Could you say how many lines in the entries contain the string "Task"? Give only that number.

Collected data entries
[Start of section]
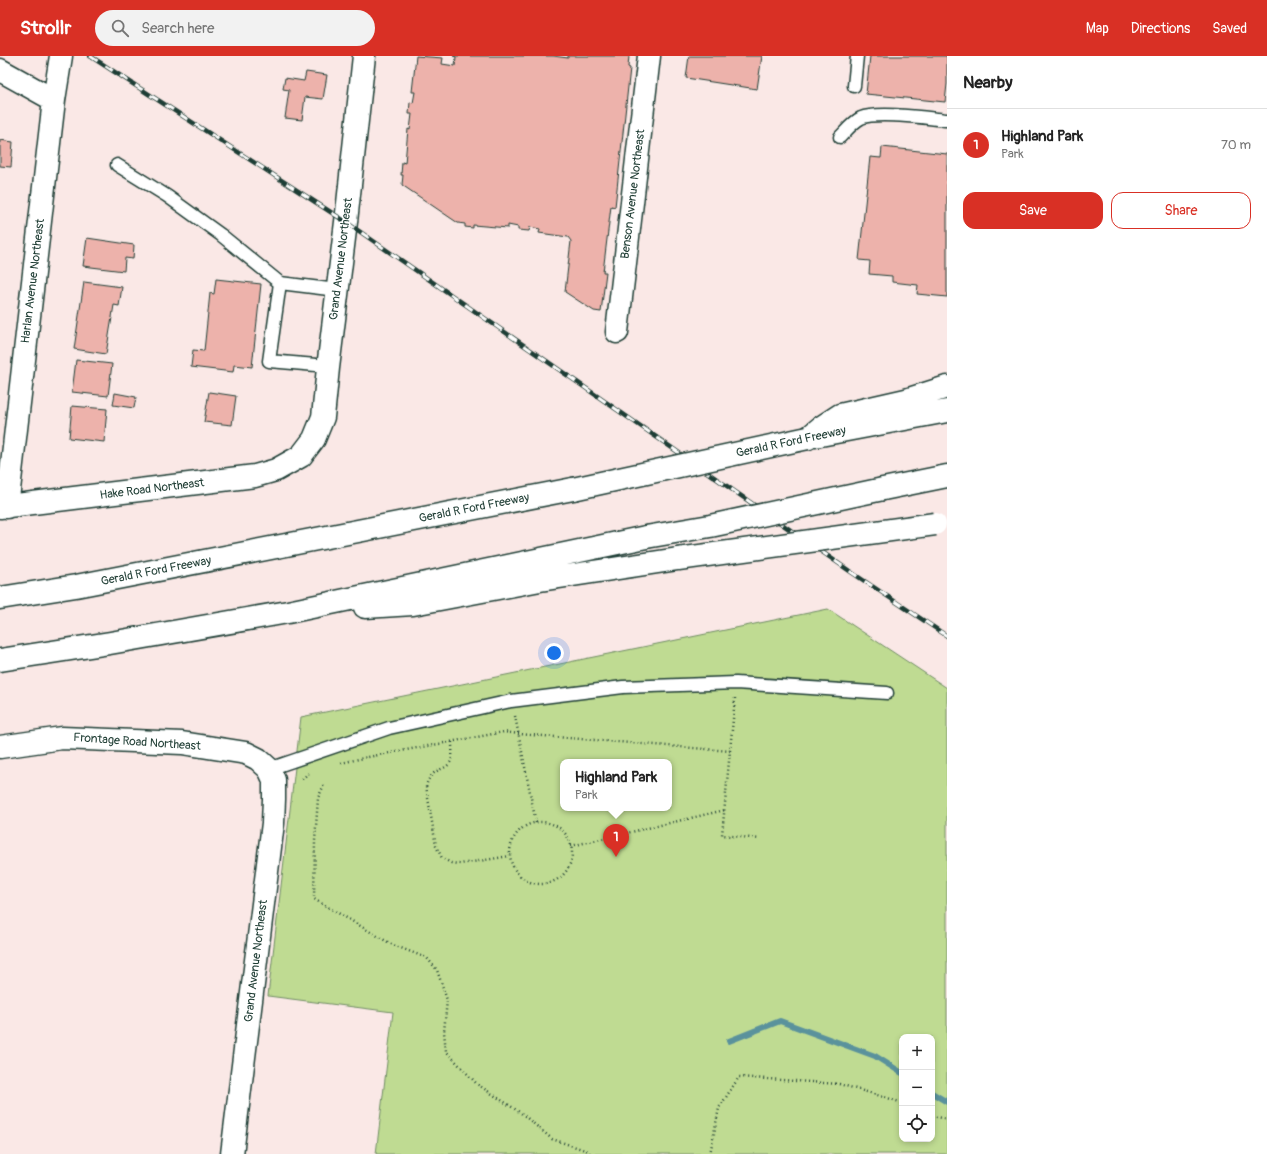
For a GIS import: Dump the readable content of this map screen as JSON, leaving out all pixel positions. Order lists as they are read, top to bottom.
{
  "streets": {
    "main road": [
      "Benson Avenue Northeast",
      "Grand Avenue Northeast",
      "Harlan Avenue Northeast",
      "Gerald R Ford Freeway",
      "Hake Road Northeast",
      "Frontage Road Northeast"
    ]
  },
  "crossings": [
    ["Grand Avenue Northeast", "Hake Road Northeast"],
    ["Grand Avenue Northeast", "Frontage Road Northeast"],
    ["Harlan Avenue Northeast", "Hake Road Northeast"]
  ],
  "page": {
    "header": "Strollr",
    "search": "Search here",
    "nav": ["Map", "Directions", "Saved"],
    "heading": "Nearby",
    "list": [
      {
        "mark": "1",
        "name": "Highland Park",
        "note": "Park",
        "value": "70 m"
      }
    ],
    "buttons": ["Save", "Share"],
    "popup": ["Highland Park", "Park"],
    "pins": "1",
    "map_buttons": ["+", "−"]
  }
}
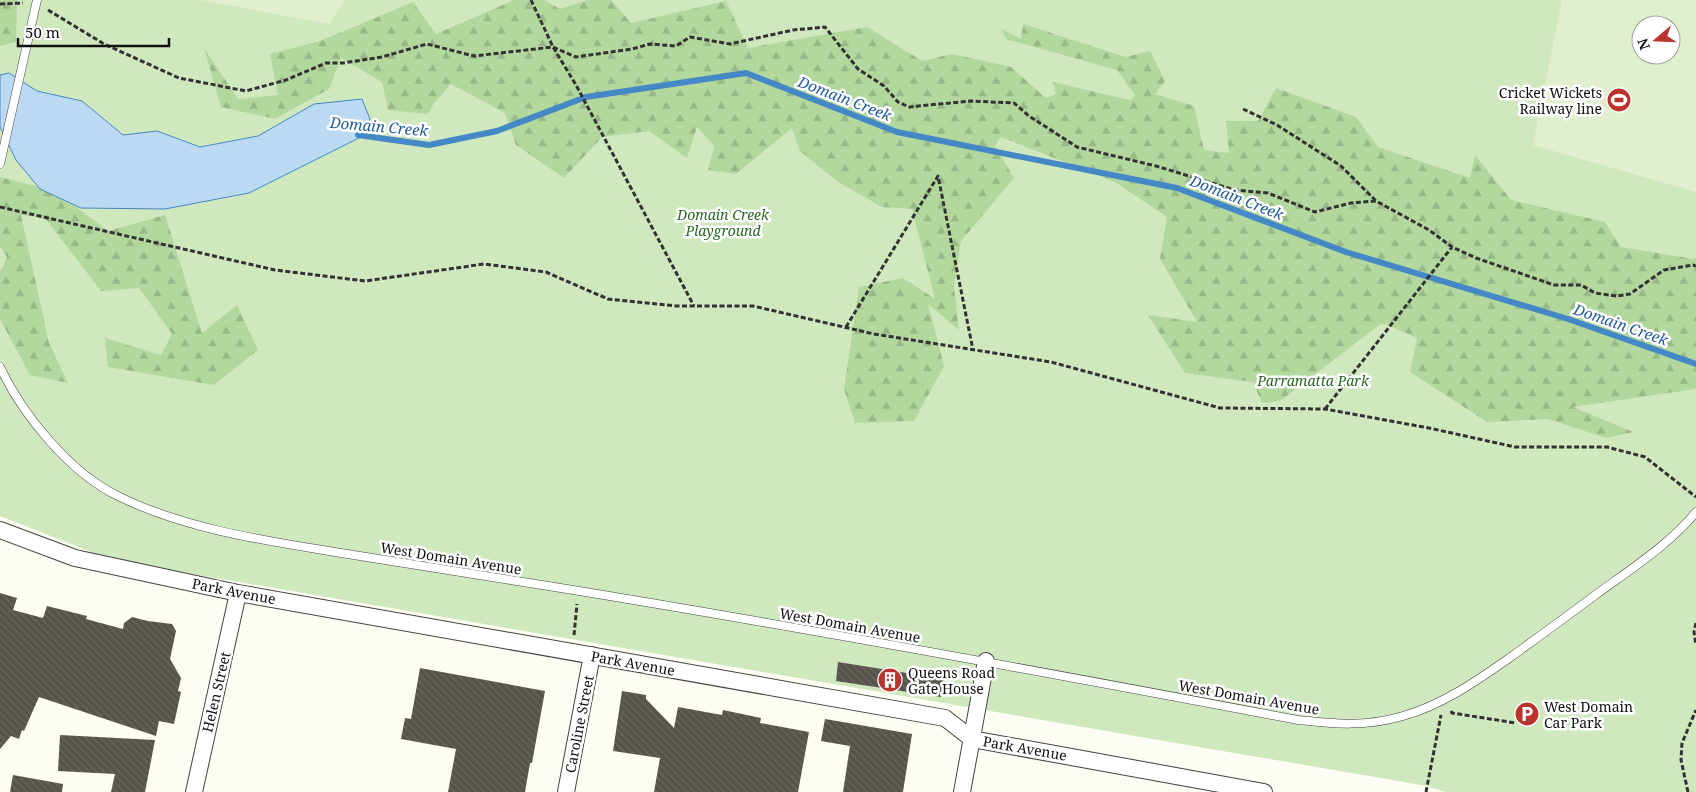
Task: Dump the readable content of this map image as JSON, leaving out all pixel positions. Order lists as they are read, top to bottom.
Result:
{
  "streets": {
    "street": ["Park Avenue", "Helen Street", "Caroline Street"],
    "lane": ["West Domain Avenue"]
  },
  "crossings": [
    ["Park Avenue", "Helen Street"],
    ["Park Avenue", "Caroline Street"]
  ],
  "water": ["Domain Creek"],
  "parks": ["Domain Creek Playground", "Parramatta Park"],
  "places": {
    "sports": ["Cricket Wickets Railway line"],
    "building": ["Queens Road Gate House"],
    "parking": ["West Domain Car Park"]
  },
  "scale_bar": "50 m",
  "north": "left"
}
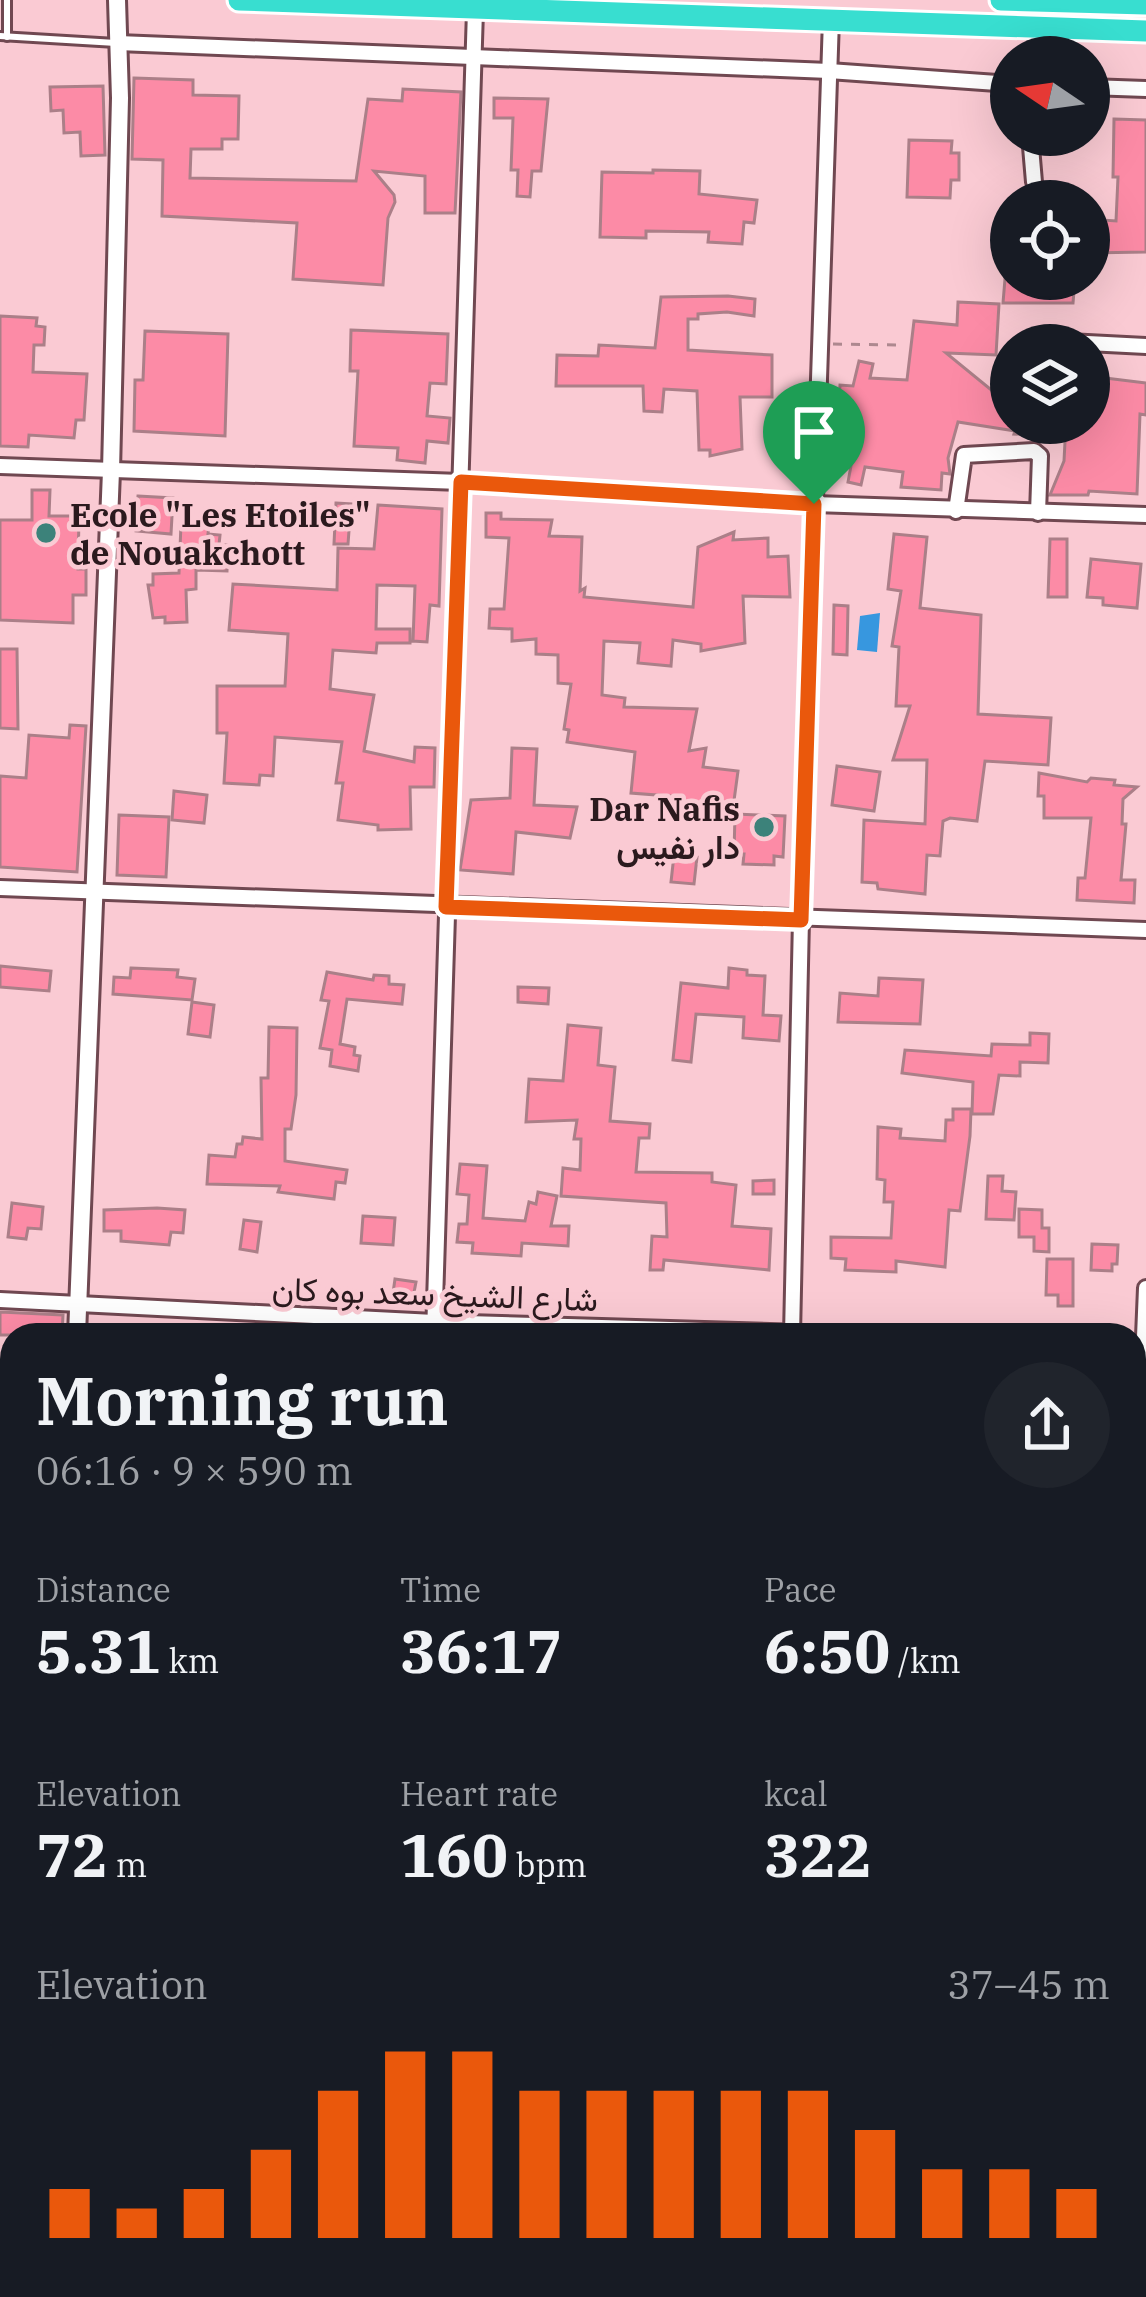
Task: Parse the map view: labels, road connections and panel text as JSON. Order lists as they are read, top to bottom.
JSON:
[End of section]
**ANSWER BELOW**. 2